** SOURCE INFORMATION follows **

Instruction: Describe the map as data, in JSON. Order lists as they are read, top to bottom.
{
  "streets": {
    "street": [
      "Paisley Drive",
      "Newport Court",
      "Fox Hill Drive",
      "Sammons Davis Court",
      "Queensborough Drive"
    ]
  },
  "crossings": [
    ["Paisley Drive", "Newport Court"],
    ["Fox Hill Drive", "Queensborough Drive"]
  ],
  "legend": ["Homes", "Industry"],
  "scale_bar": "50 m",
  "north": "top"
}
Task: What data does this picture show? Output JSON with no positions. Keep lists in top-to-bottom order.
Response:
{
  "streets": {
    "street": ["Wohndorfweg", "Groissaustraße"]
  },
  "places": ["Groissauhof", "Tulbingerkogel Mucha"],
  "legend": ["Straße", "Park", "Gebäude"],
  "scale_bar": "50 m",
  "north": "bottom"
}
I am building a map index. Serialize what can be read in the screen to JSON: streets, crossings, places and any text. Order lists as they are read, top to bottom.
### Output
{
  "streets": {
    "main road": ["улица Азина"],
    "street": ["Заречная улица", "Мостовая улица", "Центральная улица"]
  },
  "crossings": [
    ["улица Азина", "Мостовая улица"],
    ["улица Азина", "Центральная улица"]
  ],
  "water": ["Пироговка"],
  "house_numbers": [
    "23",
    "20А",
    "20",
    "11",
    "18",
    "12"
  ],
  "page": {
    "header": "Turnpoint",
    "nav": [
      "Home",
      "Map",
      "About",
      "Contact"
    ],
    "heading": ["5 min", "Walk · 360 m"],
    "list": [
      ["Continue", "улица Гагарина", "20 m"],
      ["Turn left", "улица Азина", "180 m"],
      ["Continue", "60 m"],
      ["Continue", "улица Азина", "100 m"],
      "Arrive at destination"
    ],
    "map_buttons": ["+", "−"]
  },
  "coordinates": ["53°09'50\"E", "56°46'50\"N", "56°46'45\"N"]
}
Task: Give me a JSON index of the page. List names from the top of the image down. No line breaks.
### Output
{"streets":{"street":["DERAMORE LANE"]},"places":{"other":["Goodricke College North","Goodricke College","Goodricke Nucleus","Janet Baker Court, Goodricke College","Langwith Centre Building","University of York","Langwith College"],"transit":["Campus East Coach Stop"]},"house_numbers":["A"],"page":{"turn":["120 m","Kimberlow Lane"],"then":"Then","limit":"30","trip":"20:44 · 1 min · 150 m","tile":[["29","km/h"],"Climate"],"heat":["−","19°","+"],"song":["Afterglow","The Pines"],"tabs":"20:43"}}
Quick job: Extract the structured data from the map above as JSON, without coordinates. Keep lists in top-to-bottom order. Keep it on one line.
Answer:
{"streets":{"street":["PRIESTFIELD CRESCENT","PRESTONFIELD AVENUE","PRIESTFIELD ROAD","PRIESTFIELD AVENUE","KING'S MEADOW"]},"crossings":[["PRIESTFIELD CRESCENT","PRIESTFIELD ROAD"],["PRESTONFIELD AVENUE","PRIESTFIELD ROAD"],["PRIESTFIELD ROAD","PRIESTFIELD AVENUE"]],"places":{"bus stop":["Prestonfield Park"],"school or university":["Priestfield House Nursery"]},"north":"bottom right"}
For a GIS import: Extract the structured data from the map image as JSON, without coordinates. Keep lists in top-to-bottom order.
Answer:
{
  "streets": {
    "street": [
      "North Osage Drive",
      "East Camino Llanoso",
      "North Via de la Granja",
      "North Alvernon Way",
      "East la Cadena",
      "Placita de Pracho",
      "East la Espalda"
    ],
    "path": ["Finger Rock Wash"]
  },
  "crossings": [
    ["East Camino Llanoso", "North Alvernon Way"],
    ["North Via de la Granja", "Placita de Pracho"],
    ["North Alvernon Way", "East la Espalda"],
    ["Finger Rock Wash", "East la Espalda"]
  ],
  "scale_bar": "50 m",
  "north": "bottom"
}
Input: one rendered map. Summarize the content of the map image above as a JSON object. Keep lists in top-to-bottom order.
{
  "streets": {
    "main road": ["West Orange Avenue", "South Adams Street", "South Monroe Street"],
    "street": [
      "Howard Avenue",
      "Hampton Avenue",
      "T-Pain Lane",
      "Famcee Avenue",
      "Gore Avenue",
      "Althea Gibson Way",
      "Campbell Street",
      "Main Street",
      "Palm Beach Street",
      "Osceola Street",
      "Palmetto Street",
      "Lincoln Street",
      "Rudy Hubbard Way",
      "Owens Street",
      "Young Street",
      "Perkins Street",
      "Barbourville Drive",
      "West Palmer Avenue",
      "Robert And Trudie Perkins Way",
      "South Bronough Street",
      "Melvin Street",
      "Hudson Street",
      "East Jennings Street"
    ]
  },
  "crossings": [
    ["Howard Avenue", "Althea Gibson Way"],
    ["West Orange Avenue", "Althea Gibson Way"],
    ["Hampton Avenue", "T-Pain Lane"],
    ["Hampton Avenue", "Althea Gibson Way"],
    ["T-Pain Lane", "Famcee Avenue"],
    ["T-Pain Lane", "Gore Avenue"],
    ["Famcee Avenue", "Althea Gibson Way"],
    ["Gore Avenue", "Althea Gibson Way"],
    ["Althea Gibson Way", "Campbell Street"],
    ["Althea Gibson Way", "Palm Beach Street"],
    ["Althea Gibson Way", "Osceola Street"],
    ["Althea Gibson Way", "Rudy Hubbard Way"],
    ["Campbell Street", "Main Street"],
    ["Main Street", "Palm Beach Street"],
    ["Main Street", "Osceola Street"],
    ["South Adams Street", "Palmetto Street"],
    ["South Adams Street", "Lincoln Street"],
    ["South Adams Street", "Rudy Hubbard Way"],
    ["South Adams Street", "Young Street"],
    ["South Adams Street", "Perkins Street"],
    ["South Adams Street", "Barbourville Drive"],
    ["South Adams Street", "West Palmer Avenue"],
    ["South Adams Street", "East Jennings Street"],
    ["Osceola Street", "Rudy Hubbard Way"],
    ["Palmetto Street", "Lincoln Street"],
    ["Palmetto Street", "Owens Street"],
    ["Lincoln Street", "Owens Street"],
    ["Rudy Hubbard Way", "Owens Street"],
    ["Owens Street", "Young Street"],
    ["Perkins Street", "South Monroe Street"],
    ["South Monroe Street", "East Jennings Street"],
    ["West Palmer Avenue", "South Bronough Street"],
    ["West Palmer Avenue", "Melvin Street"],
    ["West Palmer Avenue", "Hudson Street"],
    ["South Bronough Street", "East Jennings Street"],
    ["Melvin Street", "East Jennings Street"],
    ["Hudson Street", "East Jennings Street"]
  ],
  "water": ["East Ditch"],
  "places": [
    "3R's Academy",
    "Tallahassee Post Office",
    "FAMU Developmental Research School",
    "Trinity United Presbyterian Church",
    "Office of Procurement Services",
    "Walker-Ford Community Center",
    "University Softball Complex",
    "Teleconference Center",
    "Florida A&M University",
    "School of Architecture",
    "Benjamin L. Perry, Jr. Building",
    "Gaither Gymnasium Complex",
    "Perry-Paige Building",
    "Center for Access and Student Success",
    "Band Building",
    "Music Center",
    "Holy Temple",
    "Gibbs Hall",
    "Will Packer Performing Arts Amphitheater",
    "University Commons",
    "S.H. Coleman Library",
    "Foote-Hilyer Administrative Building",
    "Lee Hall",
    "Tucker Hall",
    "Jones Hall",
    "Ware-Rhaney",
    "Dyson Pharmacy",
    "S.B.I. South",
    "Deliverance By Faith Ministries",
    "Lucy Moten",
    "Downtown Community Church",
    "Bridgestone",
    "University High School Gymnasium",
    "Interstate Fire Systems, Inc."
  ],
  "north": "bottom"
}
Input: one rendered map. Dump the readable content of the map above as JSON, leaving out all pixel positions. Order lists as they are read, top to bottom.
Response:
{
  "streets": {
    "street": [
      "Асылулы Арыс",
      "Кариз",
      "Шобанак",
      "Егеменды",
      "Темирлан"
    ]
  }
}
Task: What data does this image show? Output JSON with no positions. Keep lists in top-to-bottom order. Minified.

** End of SOURCE INFORMATION **

__WHAT IS BEING ASKED__
Here the job is to transcribe the lines from the first line of the data through the line containing "Task: What data does this picture", inclusive, exactly and with nothing else.

__EXPECTED OUTPUT__
Instruction: Describe the map as data, in JSON. Order lists as they are read, top to bottom.
{
  "streets": {
    "street": [
      "Paisley Drive",
      "Newport Court",
      "Fox Hill Drive",
      "Sammons Davis Court",
      "Queensborough Drive"
    ]
  },
  "crossings": [
    ["Paisley Drive", "Newport Court"],
    ["Fox Hill Drive", "Queensborough Drive"]
  ],
  "legend": ["Homes", "Industry"],
  "scale_bar": "50 m",
  "north": "top"
}
Task: What data does this picture show? Output JSON with no positions. Keep lists in top-to-bottom order.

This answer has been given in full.